◆ SUPPLIED MATERIAL
········

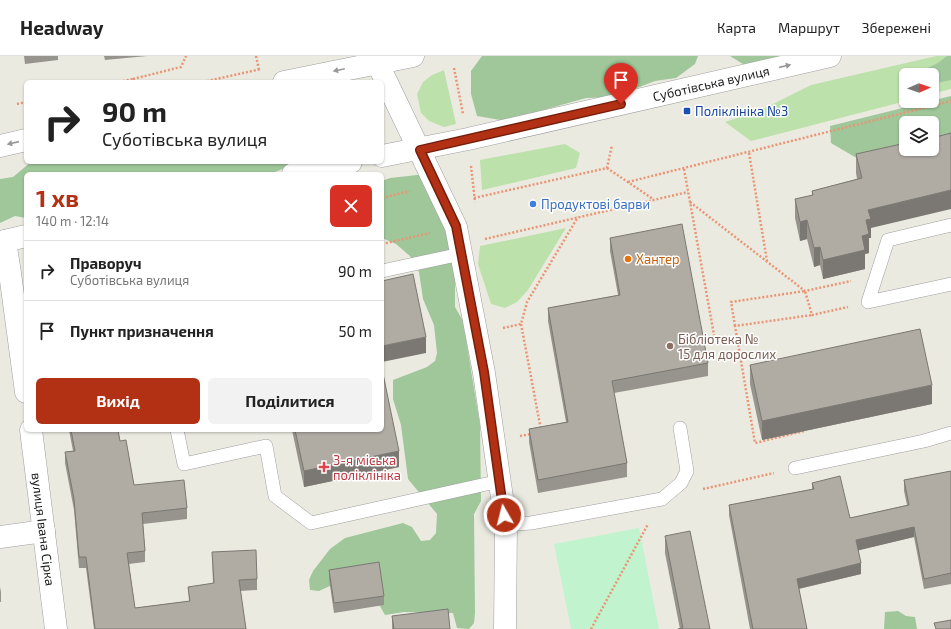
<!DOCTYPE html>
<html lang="uk">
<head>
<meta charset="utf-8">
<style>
  body { margin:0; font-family:"Exo 2",sans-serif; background:#f2f2f2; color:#222; height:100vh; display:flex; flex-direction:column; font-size:15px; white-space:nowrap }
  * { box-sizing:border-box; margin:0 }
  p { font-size:13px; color:#767676 }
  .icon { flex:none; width:22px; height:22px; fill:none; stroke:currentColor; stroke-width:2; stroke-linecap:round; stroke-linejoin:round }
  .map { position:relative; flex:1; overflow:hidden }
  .details { position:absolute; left:24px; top:116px; width:360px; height:260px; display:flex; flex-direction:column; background:#fff; border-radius:6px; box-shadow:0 1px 3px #0004 }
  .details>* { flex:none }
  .banner { position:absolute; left:24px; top:24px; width:360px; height:84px; border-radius:6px; box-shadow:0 1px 3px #0004; background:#fff; color:#222; overflow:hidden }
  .needle { width:26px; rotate:88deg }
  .tools { position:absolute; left:899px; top:12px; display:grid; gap:8px }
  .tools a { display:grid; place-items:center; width:40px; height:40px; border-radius:6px; background:#fff; box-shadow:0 1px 3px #0004; font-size:20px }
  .pin { position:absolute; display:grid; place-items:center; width:34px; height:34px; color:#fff; margin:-41px -17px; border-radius:50% 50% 50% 0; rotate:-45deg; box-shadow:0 0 4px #0007 }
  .pin .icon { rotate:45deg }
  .me { position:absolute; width:44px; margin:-22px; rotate:352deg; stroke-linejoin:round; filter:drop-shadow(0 0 3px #0008) }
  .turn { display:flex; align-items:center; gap:14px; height:84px; padding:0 12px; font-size:18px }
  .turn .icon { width:52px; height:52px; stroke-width:2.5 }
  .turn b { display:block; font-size:28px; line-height:34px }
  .round { display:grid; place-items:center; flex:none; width:42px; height:42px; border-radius:6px; background:#f2f2f2 }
  .headline { display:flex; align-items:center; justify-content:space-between; height:68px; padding:0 12px }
  h1 { font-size:24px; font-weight:700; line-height:30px; color:#b23014 }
  .primary-button { display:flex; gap:8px; margin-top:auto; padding:8px 12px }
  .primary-button a { flex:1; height:46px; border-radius:6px; background:#b23014; color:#fff; font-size:16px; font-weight:700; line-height:46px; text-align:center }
  .primary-button a+a { background:#f2f2f2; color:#222 }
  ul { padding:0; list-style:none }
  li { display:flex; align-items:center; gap:12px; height:60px; padding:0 12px; border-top:1px solid #e0e0e0 }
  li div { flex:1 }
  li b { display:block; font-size:15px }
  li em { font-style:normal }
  header { display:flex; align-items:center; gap:24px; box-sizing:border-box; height:56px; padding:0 20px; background:#fff; border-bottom:1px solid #e0e0e0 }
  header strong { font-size:19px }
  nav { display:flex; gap:22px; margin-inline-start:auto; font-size:14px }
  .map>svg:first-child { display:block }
  .grass { fill:#bce1ab }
  .forest { fill:#9fc79a; fill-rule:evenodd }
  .park { fill:#c1f3ce }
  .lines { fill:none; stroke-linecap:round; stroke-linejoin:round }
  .service-casing { stroke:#9f9f9f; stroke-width:14 }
  .minor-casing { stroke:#9f9f9f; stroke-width:23 }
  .tertiary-casing { stroke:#9f9f9f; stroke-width:23 }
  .path { stroke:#ea9573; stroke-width:2.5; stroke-dasharray:2 2; stroke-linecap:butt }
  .service { stroke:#fff; stroke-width:13 }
  .minor { stroke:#fff; stroke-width:22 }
  .tertiary { stroke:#fff; stroke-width:22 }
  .wall { fill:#97948d }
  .shaded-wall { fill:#7b7873 }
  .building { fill:#b0aca4; stroke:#7b7873 }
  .oneway { fill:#989898 }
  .route-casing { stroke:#741f0d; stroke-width:10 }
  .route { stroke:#b23014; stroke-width:7 }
  .transit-dot { fill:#1a4fb4; stroke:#fff; stroke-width:1.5 }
  .shop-dot { fill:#3f7fe0; stroke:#fff; stroke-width:1.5 }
  .food-dot { fill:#e8710a; stroke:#fff; stroke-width:1.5 }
  .education-dot { fill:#8d6e63; stroke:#fff; stroke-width:1.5 }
  .health-dot { fill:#e0444e; stroke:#fff; stroke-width:1.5 }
  .labels { text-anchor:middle; stroke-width:3; stroke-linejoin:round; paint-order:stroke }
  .street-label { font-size:13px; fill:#1b1b1b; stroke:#fff }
  .transit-label { font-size:13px; fill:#164399; stroke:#fff; text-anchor:start }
  .shop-label { font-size:13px; fill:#366cbe; stroke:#fff; text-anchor:start }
  .food-label { font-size:13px; fill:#c56008; stroke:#fff; text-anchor:start }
  .education-label { font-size:13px; fill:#785e54; stroke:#fff; text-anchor:start }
  .health-label { font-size:13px; fill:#be3a42; stroke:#fff; text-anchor:start }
</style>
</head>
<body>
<header>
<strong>Headway</strong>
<nav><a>Карта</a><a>Маршрут</a><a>Збережені</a></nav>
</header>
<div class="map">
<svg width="951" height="573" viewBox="0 0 951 573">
  <rect width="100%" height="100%" fill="#ebeae1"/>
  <g class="grass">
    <path d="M936,0H951V33L932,38V19H906V45L751,85L725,66L763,53L811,29Z"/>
    <path d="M444,14L456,68L444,71L429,65L421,57L417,38L423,26L432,19Z"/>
    <path d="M565,88L580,97L576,112L482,134L480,104Z"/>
    <path d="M566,172L528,234L517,246L505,252L491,248L478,208L480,190Z"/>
  </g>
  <g class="forest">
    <path d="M482,0H698L695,8L676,22L655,25L613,41L586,42L522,60L500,64L477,60L471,38V15Z"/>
    <path d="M730,0H794L764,7L743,8Z"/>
    <path d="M947,0H951V24L932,28V19H913L938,7Z"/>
    <path d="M951,40V91L860,104L831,87L830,70ZM906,67H932V93H906Z"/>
    <path d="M31,106H300L270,118H26V162L15,160L0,167V123L13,121Z"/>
    <path d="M426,118L455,149V251L463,265L480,369L481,445L474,458L475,557L474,567L469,573L457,572L453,557L404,556L385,559L372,536L343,524L319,535L310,534L309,524L313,515L330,493L345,482L403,467L412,471L421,485L430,484L436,477L437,458L408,423L401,369L393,343V324L427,311L435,305L437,297L434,269L423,243L419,216L410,200L396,188L382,182V125L390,122Z"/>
    <path d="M898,555L906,560L915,561L917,573H884L885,556Z"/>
  </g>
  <path class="park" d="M639,472L659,573H571L554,488Z"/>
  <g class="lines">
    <defs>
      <g id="service">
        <path d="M951,169L888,184L868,246L951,228"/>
        <path d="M382,215L461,198"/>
        <path d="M177,374L184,408L266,390L275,440L311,467L500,425"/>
        <path d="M795,412L924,385L951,377"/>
        <path d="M506,469L531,467L662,443L681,427L687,415L680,372"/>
      </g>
      <g id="minor">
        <path d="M5,185L10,217L26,336"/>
        <path id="s1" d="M31,374L56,573"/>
        <path d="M0,481L44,475"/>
      </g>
      <g id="tertiary">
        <path d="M377,6L456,171L484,317L506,469L505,573"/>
        <path d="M284,26L413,0"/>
        <path d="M0,90L26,84"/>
        <path id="s2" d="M382,100L468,83L830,0"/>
        <path d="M293,118L351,106"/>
        <path d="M0,186L26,180"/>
      </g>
    </defs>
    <use href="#service" class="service-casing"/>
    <use href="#minor" class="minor-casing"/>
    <use href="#tertiary" class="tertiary-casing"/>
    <g class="path">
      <path d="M256,0L259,14"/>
      <path d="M454,12L463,58"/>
      <path d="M133,23L181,11L186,0"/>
      <path d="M119,26L133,23L134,26"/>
      <path d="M203,26L261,13"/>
      <path d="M17,48L26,46"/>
      <path d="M749,97L767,205"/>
      <path d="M471,110L475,146"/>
      <path d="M607,112L653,143"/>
      <path d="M684,113L714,279"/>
      <path d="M628,126L951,45"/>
      <path d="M382,142L410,135"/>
      <path d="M474,142L607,112L612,89"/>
      <path d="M690,146L805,235L851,225"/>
      <path d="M485,183L688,136"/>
      <path d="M382,188L430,177"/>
      <path d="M521,268L541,374"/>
      <path d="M735,270L731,246L805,235L812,259L848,251"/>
      <path d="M503,272L521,268L527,246L578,161"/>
      <path d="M804,375L755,387L735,270L812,259"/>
      <path d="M520,380L531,378"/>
      <path d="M703,433L774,417"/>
      <path d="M591,573L648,468"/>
    </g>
    <use href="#service" class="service"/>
    <use href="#minor" class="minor"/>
    <use href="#tertiary" class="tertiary"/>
  </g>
  <g class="wall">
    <path d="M24,0H58V4L25,8Z"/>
    <path d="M104,0H147L105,4Z"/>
    <path d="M906,87L871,172V182H869V197L865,198V213L823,223L820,209L814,211L807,183L800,185L795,162V143L812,139V135L857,123L856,117V98Z"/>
    <path d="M610,182L708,307V320L614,337L627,407V421L538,437L529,386V373L566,366L548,265V252L618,239L610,195Z"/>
    <path d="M750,309L932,348L762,384L750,328Z"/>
    <path d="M69,374H118L120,385L134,429L187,452V463L143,468L145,495V506L129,508L135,552L189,545L188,531L213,528L212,496L257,523V534L240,535L246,573H94L86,512H79L74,454L65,407V396L73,395Z"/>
    <path d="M292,374H382L399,411L304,431Z"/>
    <path d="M951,415V528L924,533L914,481L858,494L861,518L799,533L807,573H750L729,459V449L812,433V427L850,462L907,449L904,435V424Z"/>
    <path d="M665,480L710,573H680L665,497Z"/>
    <path d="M329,514L384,540V549L334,557L329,523Z"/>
    <path d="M0,531L1,536V546H0Z"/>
    <path d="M392,560L450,573H392Z"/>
  </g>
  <g class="shaded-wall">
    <path d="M951,134V153L871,172V182H869V197L865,198V213L823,223V204L862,180L868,154Z"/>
    <path d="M807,164V183L800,185V166Z"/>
    <path d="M820,191V209L814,211V192Z"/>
    <path d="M426,281V297L382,306V290Z"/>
    <path d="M932,329V348L762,384V365Z"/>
    <path d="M399,395V411L304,431V415Z"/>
    <path d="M914,471V481L856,495V484Z"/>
    <path d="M861,507V518L797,533V523Z"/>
  </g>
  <g class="building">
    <path d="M951,77V134L868,154L871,163L866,164L869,178L862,180L865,194L823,204L820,191L814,192L807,164L800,166L795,143L813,139L812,135L862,122L856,98L906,87V93H932V82Z"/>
    <path d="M682,168L708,307L612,325L627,407L538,424L529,373L568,366L548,252L620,239L610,182Z"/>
    <path d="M413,218L426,281L382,290V225Z"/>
    <path d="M920,273L932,329L762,365L750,309Z"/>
    <path d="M382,313L399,395L304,415L295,374H382Z"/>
    <path d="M71,374H118L120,385L126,384L134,429L184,424L187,452L142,457L145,495L127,497L135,552L190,545L188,531L214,527L212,496L256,494L257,523L239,524L246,573H95L86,501H79L74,443L65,396L75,395Z"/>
    <path d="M951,415V517L924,523L914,471L856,484L861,507L797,523L807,573H753L729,449L814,433L812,427L840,420L850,462L909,449L904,424Z"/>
    <path d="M690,475L710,573H678L683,572L665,480Z"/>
    <path d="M379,506L384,540L334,547L329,514Z"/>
    <path d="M448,553L450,573H394L392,560Z"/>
    <path d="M951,564V573H936L934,567Z"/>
  </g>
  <defs><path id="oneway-solid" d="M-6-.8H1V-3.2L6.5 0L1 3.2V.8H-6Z"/></defs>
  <g class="oneway">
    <use href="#oneway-solid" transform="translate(785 10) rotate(-13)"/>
    <use href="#oneway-solid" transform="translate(339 14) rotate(168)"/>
    <use href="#oneway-solid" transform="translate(13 87) rotate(167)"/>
  </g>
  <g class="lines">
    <defs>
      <path id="route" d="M504,459L484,316L456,170L420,94L621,48"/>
    </defs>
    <use href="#route" class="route-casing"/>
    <use href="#route" class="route"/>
  </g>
  <rect class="transit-dot" x="683" y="51" width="8" height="8" rx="2"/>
  <circle class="shop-dot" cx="533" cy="148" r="4"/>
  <circle class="food-dot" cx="628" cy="203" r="4"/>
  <circle class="education-dot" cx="670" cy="290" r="4"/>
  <path class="health-dot" d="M322 405h4v4h4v4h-4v4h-4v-4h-4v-4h4z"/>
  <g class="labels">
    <g class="street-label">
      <text dy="5" stroke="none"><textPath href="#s2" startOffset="337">Суботівська вулиця</textPath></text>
      <text dy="5" stroke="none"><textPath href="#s1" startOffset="100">вулиця Івана Сірка</textPath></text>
    </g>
    <g class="transit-label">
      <text x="695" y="60">Поліклініка №3</text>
    </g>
    <g class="shop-label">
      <text x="541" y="153">Продуктові барви</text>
    </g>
    <g class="food-label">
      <text x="636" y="208">Хантер</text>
    </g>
    <g class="education-label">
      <text x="678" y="288">Бібліотека №<tspan x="678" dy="15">15 для дорослих</tspan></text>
    </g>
    <g class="health-label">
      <text x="333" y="409">3-я міська<tspan x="333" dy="15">поліклініка</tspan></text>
    </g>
  </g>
</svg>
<div class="tools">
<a><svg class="needle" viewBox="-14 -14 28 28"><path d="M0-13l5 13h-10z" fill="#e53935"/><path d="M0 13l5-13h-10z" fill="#767676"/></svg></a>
<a><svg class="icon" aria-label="layers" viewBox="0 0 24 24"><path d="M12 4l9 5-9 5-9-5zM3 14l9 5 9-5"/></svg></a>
</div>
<div class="pin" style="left:621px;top:48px;background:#d93025"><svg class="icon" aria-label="arrive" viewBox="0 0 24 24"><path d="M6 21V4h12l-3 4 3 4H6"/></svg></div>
<svg class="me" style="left:504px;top:459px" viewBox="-20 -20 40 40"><circle r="17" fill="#b23014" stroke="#fff" stroke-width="3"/><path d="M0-11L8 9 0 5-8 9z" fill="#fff"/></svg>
<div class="banner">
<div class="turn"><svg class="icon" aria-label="right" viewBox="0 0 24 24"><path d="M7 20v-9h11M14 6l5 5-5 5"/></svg><div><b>90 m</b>Суботівська вулиця</div></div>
</div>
<section class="details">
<div class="headline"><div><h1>1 хв</h1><p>140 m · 12:14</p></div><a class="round" style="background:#d93025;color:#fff"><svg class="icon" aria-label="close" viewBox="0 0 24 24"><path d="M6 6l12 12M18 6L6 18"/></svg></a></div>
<ul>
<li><svg class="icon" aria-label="right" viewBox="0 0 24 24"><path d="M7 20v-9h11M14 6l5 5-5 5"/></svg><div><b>Праворуч</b><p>Суботівська вулиця</p></div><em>90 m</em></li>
<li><svg class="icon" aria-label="arrive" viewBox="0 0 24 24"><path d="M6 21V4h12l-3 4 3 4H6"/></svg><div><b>Пункт призначення</b></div><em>50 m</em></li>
</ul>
<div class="primary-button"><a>Вихід</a><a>Поділитися</a></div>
</section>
</div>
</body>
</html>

········

◆ WORK INSTRUCTIONS
Determine how many lines of the records contain the word "overflow". Reply with the number by itself.

◆ TASK SOLUTION
2